# Problem to solve:
Which lines run from the start of the data below to the line containing "position:relative; width:2434px; height:1297px;"? Set them down exactly, with none added.

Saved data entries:
= Beginning of Section =
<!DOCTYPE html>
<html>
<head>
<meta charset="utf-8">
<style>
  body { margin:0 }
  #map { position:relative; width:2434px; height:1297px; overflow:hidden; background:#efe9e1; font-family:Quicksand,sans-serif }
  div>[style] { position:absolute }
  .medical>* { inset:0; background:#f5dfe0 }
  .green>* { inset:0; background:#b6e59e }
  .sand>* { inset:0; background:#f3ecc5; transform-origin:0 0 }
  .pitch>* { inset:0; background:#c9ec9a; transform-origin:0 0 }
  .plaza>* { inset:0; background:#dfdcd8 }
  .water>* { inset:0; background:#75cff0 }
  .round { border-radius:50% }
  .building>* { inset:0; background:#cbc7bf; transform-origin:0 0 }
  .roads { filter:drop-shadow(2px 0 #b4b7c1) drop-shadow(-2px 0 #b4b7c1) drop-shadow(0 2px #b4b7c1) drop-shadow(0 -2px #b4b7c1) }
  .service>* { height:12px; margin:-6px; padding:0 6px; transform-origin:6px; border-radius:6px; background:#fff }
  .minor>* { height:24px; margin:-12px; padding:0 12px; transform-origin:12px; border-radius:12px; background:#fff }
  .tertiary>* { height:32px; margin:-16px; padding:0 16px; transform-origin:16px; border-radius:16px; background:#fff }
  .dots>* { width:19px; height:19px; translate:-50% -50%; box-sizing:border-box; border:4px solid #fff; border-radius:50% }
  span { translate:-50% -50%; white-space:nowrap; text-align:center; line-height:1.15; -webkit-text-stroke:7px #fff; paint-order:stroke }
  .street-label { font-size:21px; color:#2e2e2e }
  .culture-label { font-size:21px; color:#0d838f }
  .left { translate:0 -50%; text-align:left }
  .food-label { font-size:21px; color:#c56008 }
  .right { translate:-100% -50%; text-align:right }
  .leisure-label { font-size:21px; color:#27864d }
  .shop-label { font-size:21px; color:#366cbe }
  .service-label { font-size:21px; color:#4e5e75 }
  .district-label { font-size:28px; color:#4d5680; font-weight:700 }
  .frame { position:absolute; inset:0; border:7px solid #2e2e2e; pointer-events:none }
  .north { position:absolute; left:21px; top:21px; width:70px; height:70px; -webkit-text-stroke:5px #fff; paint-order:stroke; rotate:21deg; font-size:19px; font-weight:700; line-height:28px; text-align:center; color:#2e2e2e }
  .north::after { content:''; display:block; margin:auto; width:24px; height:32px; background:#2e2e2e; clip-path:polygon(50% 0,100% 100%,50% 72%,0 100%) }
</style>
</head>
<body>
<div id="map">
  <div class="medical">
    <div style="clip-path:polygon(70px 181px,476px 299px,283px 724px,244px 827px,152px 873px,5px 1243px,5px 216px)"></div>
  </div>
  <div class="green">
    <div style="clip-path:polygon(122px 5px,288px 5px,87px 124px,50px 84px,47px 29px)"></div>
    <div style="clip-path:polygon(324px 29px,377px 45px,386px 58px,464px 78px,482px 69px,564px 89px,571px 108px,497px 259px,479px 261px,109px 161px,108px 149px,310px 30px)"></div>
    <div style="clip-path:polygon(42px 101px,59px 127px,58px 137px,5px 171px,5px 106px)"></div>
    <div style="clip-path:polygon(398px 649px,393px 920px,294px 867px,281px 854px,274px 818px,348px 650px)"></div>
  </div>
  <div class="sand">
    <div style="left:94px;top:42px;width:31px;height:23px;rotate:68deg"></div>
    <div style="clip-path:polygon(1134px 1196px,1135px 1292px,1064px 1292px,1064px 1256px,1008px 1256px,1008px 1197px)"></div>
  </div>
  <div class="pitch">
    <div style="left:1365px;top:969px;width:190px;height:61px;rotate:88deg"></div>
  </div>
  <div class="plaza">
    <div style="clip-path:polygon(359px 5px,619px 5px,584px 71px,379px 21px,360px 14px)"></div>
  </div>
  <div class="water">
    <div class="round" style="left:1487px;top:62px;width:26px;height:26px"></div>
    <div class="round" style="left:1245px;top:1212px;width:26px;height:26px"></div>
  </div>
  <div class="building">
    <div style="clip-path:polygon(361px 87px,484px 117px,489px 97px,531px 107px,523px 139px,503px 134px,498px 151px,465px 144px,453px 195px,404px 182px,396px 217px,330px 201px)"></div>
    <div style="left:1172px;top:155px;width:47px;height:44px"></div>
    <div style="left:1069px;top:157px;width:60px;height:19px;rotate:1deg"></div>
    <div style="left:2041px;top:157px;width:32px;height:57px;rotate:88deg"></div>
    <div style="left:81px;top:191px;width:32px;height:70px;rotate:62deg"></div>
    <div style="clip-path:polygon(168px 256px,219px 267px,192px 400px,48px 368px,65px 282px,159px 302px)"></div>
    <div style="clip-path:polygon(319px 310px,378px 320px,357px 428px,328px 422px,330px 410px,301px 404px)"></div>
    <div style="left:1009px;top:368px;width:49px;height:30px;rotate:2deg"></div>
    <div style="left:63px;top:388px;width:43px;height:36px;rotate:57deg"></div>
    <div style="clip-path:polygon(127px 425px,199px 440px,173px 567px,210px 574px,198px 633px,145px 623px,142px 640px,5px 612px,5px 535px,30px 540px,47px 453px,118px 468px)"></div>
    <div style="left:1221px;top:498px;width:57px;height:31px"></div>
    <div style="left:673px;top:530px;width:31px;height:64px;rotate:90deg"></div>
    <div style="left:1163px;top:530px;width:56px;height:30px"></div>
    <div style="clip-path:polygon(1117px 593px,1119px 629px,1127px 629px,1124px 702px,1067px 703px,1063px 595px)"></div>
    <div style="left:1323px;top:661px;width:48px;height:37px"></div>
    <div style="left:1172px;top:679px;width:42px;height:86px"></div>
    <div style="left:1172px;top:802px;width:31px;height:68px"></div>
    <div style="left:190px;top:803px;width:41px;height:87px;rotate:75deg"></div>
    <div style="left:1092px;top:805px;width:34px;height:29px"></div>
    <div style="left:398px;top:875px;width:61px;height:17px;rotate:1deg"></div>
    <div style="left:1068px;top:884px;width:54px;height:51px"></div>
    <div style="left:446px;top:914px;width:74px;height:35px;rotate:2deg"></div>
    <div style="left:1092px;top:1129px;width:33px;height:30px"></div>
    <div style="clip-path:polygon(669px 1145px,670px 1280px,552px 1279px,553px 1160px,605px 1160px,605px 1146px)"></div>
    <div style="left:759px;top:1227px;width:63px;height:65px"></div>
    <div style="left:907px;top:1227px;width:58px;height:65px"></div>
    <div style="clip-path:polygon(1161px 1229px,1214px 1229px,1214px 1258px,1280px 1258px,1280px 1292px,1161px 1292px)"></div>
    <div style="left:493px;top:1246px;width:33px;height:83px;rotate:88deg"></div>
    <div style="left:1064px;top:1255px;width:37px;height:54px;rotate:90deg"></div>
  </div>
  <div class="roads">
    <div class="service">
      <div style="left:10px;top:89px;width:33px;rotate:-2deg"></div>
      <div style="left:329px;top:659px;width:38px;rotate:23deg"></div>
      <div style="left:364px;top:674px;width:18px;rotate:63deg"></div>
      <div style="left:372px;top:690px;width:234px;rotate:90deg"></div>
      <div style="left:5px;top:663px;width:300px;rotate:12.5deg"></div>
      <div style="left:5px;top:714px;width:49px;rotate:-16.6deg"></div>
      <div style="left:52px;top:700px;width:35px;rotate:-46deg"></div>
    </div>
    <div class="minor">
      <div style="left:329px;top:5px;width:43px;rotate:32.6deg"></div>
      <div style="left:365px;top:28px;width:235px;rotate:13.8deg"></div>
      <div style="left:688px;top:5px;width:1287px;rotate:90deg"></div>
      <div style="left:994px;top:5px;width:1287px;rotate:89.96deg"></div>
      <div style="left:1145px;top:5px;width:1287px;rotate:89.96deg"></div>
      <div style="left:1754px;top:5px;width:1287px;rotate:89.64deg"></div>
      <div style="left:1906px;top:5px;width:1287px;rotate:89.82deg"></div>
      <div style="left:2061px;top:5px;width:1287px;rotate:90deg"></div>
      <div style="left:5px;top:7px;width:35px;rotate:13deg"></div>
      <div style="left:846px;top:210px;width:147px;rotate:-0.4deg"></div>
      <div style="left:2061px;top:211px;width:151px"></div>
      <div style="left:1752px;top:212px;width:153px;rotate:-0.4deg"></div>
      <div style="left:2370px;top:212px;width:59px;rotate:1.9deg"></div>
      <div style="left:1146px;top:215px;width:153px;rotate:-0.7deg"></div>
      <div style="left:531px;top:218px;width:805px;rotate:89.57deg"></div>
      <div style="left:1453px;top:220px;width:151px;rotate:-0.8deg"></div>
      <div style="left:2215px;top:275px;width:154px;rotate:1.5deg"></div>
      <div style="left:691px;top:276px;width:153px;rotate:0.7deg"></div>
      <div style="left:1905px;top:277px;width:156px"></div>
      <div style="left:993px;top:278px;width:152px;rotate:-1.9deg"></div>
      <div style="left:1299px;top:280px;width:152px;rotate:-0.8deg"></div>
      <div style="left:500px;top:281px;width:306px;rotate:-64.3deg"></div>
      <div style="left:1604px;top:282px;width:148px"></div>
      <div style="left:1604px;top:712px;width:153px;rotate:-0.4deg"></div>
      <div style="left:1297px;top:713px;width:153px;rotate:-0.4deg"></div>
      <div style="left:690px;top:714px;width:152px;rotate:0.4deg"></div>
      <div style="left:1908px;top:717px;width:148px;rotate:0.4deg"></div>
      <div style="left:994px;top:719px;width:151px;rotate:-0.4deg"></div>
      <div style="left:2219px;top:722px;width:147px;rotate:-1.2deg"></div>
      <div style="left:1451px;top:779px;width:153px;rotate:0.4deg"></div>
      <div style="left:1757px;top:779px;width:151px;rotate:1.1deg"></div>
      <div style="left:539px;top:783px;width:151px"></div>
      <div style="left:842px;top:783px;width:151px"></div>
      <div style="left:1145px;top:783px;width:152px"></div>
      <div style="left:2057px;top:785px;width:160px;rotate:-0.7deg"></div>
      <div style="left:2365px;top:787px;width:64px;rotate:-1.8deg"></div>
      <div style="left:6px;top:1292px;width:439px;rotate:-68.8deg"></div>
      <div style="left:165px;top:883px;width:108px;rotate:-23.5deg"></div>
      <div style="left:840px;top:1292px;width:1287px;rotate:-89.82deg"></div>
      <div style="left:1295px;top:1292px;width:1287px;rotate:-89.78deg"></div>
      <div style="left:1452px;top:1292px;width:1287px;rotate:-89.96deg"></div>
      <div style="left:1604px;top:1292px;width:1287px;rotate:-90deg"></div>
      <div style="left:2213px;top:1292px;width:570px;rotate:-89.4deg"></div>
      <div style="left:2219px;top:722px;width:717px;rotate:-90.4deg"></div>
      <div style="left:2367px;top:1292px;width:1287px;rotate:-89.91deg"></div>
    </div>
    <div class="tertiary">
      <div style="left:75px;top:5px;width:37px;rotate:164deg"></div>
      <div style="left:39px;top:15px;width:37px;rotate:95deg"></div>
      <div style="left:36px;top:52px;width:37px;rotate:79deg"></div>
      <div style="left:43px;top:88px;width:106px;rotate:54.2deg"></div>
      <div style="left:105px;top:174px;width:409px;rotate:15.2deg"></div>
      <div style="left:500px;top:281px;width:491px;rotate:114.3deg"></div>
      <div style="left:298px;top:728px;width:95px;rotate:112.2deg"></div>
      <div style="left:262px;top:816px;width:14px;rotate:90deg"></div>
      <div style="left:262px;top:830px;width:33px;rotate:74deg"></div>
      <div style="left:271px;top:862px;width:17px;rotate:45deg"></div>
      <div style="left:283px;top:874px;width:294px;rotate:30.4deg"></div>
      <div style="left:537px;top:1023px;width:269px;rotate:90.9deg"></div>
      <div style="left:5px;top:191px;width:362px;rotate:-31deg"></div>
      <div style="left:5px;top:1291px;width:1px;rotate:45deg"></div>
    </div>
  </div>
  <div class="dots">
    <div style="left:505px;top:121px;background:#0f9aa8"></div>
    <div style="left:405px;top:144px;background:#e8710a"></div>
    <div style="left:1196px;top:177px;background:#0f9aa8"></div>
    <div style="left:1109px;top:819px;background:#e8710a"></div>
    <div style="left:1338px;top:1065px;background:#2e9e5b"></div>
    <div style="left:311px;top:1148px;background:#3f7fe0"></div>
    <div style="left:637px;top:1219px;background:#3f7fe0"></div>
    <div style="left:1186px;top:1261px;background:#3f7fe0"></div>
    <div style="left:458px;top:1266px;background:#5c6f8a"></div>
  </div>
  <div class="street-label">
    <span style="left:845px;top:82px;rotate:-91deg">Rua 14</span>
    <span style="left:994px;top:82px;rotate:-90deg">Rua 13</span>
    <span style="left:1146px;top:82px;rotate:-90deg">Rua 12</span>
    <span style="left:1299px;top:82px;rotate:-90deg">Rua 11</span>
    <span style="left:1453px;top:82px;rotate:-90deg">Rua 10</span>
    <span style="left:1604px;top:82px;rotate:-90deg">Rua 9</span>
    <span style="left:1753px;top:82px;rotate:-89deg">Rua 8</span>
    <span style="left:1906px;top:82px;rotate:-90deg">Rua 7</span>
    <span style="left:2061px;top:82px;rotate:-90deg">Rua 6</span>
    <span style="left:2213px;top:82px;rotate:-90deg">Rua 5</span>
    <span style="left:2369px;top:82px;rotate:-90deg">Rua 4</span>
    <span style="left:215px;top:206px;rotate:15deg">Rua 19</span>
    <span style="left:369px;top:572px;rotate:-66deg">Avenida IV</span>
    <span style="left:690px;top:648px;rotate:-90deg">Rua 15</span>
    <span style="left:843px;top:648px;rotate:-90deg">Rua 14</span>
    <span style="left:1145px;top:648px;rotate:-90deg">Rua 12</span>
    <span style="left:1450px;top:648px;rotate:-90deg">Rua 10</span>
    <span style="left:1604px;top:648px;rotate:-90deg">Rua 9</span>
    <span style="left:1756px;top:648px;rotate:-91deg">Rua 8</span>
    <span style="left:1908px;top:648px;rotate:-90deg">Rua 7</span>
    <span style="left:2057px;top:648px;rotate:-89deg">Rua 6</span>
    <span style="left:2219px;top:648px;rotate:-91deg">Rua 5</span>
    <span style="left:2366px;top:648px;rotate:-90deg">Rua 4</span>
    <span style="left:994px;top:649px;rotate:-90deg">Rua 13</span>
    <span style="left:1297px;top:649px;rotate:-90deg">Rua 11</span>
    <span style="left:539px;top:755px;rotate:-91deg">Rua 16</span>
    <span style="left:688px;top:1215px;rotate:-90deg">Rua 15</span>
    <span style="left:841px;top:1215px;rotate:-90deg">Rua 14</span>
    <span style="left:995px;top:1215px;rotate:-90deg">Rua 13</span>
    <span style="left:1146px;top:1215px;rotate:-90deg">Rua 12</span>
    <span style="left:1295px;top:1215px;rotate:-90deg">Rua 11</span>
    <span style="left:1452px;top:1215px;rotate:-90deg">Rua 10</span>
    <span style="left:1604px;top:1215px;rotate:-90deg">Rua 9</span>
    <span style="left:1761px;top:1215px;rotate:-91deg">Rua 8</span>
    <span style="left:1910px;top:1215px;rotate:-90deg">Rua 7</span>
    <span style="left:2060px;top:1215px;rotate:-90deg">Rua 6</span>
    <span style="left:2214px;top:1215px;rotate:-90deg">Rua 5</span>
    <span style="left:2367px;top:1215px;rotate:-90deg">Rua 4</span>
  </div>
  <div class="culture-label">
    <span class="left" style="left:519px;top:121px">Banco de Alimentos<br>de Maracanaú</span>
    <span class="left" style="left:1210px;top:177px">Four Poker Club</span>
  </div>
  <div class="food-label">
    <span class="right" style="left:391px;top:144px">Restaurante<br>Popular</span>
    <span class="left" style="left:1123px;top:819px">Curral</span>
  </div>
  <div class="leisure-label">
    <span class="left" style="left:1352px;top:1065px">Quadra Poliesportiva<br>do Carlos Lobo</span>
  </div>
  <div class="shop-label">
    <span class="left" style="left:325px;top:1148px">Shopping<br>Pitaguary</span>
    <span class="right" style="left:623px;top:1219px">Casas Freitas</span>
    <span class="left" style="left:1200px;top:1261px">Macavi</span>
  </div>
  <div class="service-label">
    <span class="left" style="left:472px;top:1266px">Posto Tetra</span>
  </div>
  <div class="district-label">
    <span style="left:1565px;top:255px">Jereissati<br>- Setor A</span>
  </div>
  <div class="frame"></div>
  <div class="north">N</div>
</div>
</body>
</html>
= End of Section =
# Answer to this problem:
<!DOCTYPE html>
<html>
<head>
<meta charset="utf-8">
<style>
  body { margin:0 }
  #map { position:relative; width:2434px; height:1297px; overflow:hidden; background:#efe9e1; font-family:Quicksand,sans-serif }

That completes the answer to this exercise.